In the conclusion of the section explaining the failings of the Air Force’s cost realism analysis, the GAO wrote:
“The evaluation record is simply devoid of any independent assessment of whether the offerors’ proposed labor hours, skill mix, and labor mix were sufficient to successfully perform the requirements of the cost reimbursable sample task order. … the agency failed to conduct a reasonable cost realism analysis as required by the RFP and the FAR.”
Deficiencies in assessments and analysis come up repeatedly in the 25-page decision.
In the technical evaluation section, GAO describes how the Air Force evaluators only verified that the proposed labor hours, descriptions and qualifications in the technical proposals matched what was in the cost proposals.
“This mere confirmation that the offerors provided the required information in their proposals, and that the technical and cost proposals were consistent, is no substitute for an evaluation of whether the information provided demonstrated an understanding of the work to be performed,” GAO wrote.
When it looked at how the Air Force evaluated past performance, GAO found inconsistencies between how it scored the past performance of winning bidders and losing bidders.
For example, CSC had three of its references deemed “less recent” while an unnamed winning bidder had references deemed “more recent.” The big difference: CSC’s reference work ended in May 2010 and the winning bidder’s work ended in June 2010.
One month separated less recent from more recent in the eyes of the Air Force evaluator.
This is an important distinction because the Air Force also gave more weight to “more recent” past performance over other criteria such as quality and how relevant the work was. CSC’s references actually were better but weren’t given the same wait as the lesser quality references of the winning bidder.
GAO didn’t like that one bit. “We see no reasonable explanation” for the differences in how CSC and the winner bidder were treated, GAO wrote.

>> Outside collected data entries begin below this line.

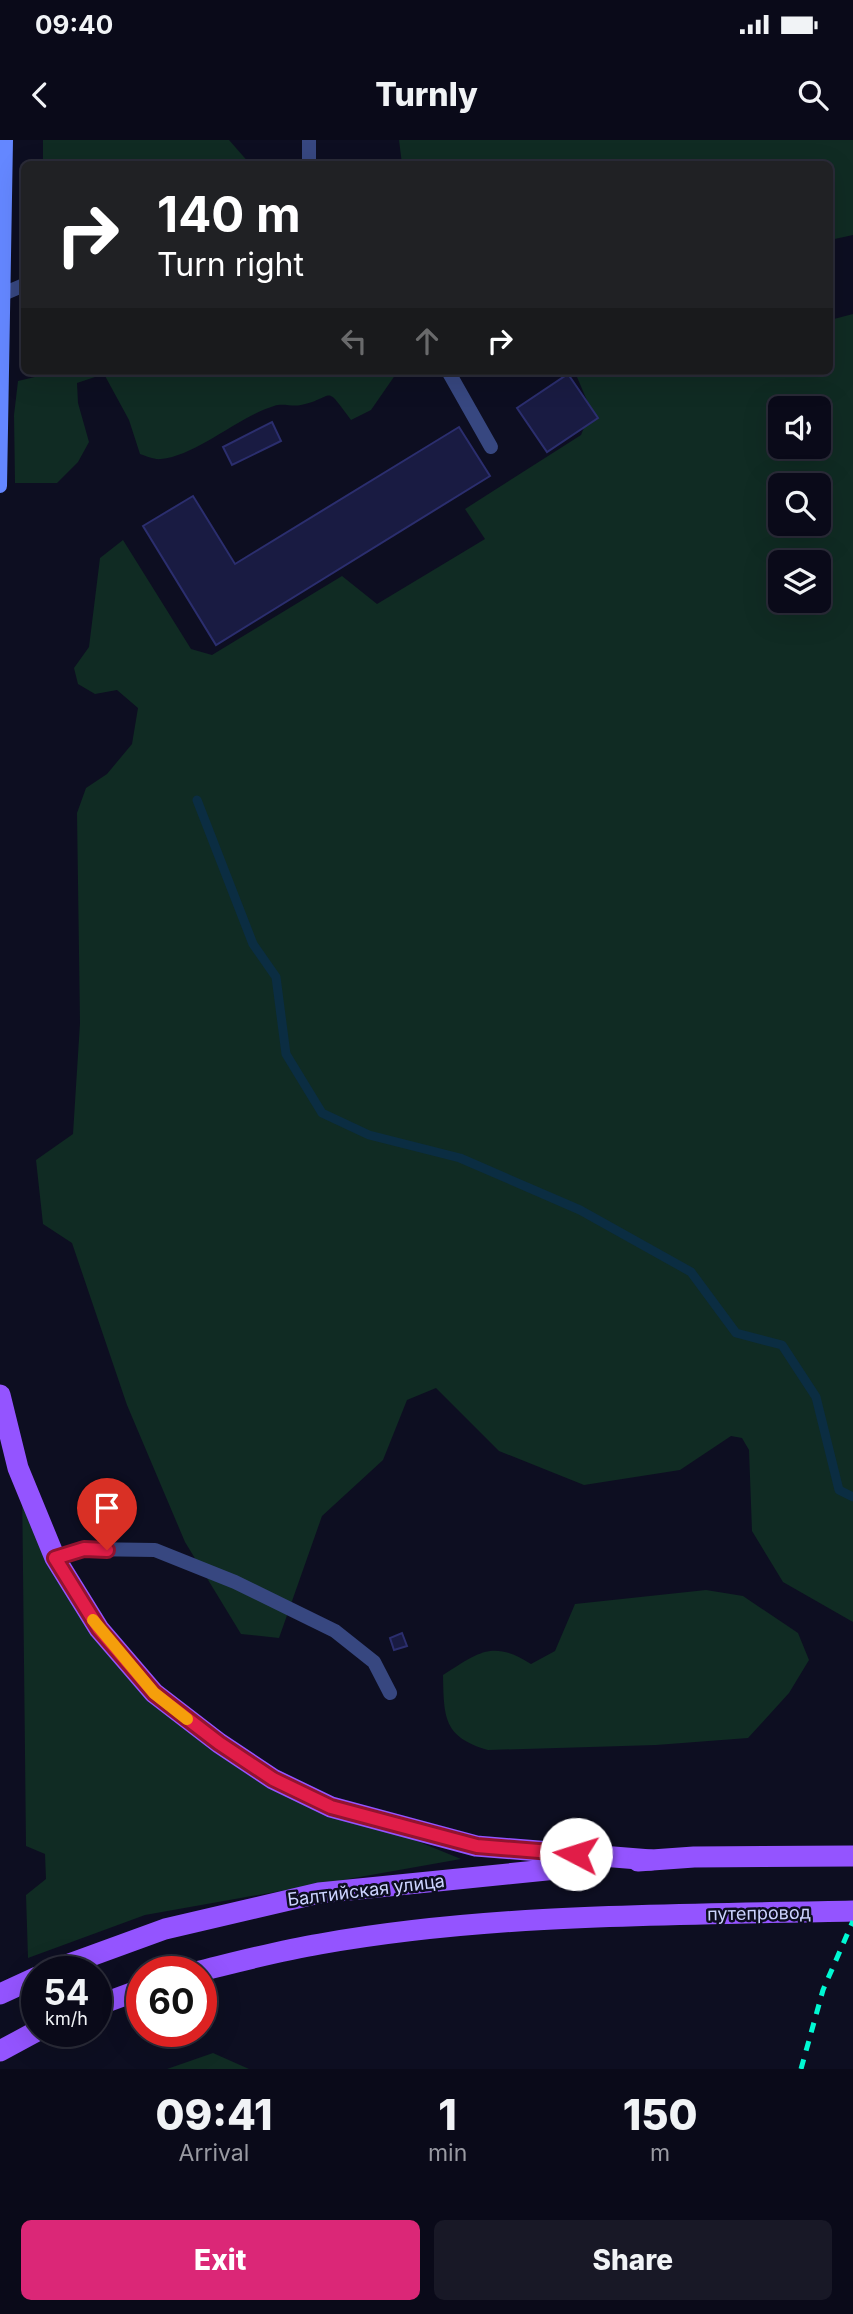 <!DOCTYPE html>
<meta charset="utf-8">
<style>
:root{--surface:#0a0a19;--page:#181826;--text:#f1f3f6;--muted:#999aa2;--line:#2a2b38;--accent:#db2777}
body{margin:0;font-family:Inter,sans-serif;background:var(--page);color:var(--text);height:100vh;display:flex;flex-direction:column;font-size:26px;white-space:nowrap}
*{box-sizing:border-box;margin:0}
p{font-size:23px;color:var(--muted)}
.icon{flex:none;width:38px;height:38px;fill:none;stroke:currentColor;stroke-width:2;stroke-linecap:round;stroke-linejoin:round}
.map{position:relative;height:1929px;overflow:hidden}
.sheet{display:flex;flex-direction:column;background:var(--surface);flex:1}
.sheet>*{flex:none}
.hud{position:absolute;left:21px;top:21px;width:812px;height:214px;border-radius:10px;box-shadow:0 7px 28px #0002,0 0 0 2px var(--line);background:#202124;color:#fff;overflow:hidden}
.controls{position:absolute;left:768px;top:256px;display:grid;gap:14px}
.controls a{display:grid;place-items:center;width:63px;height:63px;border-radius:10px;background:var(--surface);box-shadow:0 7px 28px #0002,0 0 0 2px var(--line);font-size:35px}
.speed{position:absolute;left:21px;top:1816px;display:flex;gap:14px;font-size:35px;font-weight:700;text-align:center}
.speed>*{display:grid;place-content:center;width:91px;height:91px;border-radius:50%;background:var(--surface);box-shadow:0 7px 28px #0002,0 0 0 2px var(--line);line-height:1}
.speed small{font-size:18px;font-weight:400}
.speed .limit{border:10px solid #d22;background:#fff;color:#111}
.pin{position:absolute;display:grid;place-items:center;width:60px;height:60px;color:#fff;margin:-72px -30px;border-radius:50% 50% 50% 0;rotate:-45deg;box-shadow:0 0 7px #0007}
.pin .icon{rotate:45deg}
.me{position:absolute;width:77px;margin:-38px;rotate:275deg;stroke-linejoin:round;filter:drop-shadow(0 0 5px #0008)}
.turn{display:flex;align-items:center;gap:24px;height:147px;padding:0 21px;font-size:32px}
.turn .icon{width:91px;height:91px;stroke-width:2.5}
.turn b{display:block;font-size:49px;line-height:60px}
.lanes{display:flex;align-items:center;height:66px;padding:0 21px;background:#0003;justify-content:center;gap:35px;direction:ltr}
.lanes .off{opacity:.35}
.eta{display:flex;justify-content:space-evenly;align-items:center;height:119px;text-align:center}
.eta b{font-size:42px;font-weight:800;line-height:49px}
.action{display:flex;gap:14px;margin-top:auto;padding:14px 21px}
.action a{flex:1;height:80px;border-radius:10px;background:var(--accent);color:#fff;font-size:28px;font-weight:800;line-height:80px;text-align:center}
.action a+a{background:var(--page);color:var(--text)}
.status{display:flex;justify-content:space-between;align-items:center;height:49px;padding:0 35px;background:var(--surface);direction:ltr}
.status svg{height:19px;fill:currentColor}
header{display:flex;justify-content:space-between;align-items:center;height:91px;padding:0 21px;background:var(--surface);font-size:32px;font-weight:800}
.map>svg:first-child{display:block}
.green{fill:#102b23;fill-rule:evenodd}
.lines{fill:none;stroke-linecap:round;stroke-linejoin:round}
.stream{stroke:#0b2d42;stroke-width:9}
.building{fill:#191b42;stroke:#2b2e6e;stroke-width:2}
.lane{stroke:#374780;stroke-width:14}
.secondary{stroke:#6487ff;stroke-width:14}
.primary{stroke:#9454ff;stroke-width:21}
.rail{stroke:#00f8d3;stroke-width:5;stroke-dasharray:10 9;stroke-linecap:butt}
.route-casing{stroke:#92132f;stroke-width:18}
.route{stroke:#e11d48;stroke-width:12}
.slow{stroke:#f59e0b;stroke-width:12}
.labels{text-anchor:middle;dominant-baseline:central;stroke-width:5;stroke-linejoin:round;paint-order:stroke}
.street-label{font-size:18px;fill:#cdd4ff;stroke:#0d0e21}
</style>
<div class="status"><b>09:40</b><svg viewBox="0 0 49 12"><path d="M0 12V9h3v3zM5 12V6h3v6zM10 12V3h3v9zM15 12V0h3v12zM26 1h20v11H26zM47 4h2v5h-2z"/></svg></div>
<header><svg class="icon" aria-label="back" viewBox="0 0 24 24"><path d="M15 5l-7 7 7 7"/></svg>Turnly<svg class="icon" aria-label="search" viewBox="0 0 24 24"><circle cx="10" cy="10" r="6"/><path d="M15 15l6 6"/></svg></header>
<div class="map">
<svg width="853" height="1929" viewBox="0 0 853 1929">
<rect width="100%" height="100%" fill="#0d0e21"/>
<g class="green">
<polygon points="43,0 229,0 250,24 43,24"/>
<polygon points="399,0 853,0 853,95 830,100 830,24 402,24"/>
<path d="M853 174V1482L783 1442 752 1391 749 1310 742 1298 731 1296 680 1330 584 1345 499 1311 436 1248 407 1260 383 1320 322 1376 279 1498 241 1494 185 1402 127 1265 72 1103 43 1084 36 1020 73 994 80 883 77 673 86 648 107 634 132 604 138 568 117 550 95 554 78 544 74 528 89 507 100 418 123 400 191 509 212 515 342 436 377 464 485 399 465 369 581 295 591 270 577 237 602 231H830V180ZM780 268H819V306H780ZM780 345H819V383H780ZM780 422H819V460H780Z"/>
<path d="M41 231H398L371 270 351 280C323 242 336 258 301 265 292 267 283 263 274 266 238 277 196 316 161 319 155 320 146 316 140 314L129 280 104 234 77 243 78 263 89 302 78 322 57 343H15L14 275 18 241 39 236Z"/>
<polygon points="22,1340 58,1420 175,1570 331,1666 461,1719 145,1775 28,1818 26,1755 46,1739 45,1714 26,1706"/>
<path d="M706 1450 743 1456 798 1493 809 1520 789 1553 748 1598 656 1605 488 1610C443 1597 444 1577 443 1535 478 1513 492 1499 531 1524L555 1511 575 1464Z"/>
<polygon points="213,1913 249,1929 167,1929"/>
</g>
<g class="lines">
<polyline class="stream" points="197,660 253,804 276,837 286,914 322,973 369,995 460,1018 580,1070 691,1132 736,1193 782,1205 816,1257 839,1350 853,1357"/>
</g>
<g class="building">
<polygon points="568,234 598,278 547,312 517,268"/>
<polygon points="272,282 281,301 232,325 223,307"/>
<polygon points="459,287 490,336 216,505 143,386 193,356 235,424"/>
<polygon points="402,1493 407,1506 394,1510 390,1498"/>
</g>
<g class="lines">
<g class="lane">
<polyline points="309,0 309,24"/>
<polyline points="3,154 24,145"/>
<polyline points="448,231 491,307"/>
<polyline points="55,1418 84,1409 155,1410 235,1442 335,1491 374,1522 390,1553"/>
</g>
<polyline class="secondary" points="0,346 6,0"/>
<g class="primary">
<polyline points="0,1255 18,1328 55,1418 99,1489 154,1553 219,1603 273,1639 331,1667 476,1706 651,1720"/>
<polyline points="638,1721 694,1717 853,1716"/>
<polyline points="47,1832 165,1789 319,1753 596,1725"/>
<path d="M196 1832C237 1822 278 1811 320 1804 493 1773 677 1775 853 1771"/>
<polyline points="0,1854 37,1837"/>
<polyline points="96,1866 142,1849"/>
<polyline points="0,1911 37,1891"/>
</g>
<polyline class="rail" points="801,1929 823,1850 853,1781"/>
</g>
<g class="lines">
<defs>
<polyline id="route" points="107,1410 84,1409 55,1418 99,1489 154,1553 219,1603 273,1639 331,1667 477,1706 576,1714"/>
</defs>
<use href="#route" class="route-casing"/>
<use href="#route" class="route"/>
<polyline class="slow" points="93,1480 154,1553 187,1579"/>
</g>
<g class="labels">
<g class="street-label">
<text transform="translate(366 1750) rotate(-7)">Балтийская улица</text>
<text transform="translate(759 1773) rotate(-1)">путепровод</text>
</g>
</g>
</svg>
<div class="controls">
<a><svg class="icon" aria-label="sound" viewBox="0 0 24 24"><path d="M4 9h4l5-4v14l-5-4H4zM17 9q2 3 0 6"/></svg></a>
<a><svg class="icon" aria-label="search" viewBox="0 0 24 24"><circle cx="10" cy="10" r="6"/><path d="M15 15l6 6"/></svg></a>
<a><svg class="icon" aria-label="layers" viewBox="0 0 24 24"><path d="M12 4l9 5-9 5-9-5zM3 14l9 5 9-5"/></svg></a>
</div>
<div class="speed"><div>54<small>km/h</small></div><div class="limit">60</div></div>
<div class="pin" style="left:107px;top:1410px;background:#d93025"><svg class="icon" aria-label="arrive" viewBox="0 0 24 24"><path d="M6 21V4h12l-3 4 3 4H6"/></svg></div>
<svg class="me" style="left:576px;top:1714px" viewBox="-20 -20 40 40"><circle r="19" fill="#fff"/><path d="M0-13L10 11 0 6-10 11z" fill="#e11d48"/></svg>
<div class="hud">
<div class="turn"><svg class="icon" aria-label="right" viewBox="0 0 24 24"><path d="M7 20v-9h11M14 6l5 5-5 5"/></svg><div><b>140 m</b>Turn right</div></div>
<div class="lanes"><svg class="icon off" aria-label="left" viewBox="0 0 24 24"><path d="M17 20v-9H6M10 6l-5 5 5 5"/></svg><svg class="icon off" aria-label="ahead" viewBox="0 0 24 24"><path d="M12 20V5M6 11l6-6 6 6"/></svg><svg class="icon" aria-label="right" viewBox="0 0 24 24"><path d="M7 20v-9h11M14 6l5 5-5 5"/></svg></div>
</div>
</div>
<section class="sheet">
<div class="eta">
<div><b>09:41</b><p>Arrival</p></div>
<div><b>1</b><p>min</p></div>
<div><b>150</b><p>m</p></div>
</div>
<div class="action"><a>Exit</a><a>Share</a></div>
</section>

Because of the mistakes with the technical evaluations, past performance and cost realism analysis, “the agency’s tradeoff decision cannot stand,” GAO wrote.
GAO also agreed with HP’s allegation that the Air Force didn’t follow the tradeoff criteria described in the solicitation. Instead, the Air Force emphasized price and getting enough contractors to make sure that together they could cover 27 subcriteria. I’m not 100 percent sure what the subcriteria are, but it has something to do with the level of past performance and the confidence that gives the Air Force that they can do the job.
The RFP said the selection process would be “based on an integrated assessment of past performance in support of a tradeoff considering performance confidence and price.”
The one part of the protests where GAO sided with the Air Force was the protesters contention that discussions were unequal because of an exchange between the Air Force and Raytheon. But the discussions were only about clarifying information already in Raytheon’s proposal. No changes were made to the proposal.
In light of their findings, GAO has told the Air Force to conduct a proper cost realism analysis, document its technical evaluation and conduct a new performance confidence assessment.
After they have done all that, they can make a new source selection decision.
It’s almost unimaginable to me that the Air Force is in this position four years after the release of the RFP and scores of protests involving this program. It seems every portion of NetCents 2 has run into major issues.
I can’t really see the light at the end of the tunnel, either. Perhaps the best thing for the Air Force to do is skip NetCents 2 and start with a clean slate on NetCents 3.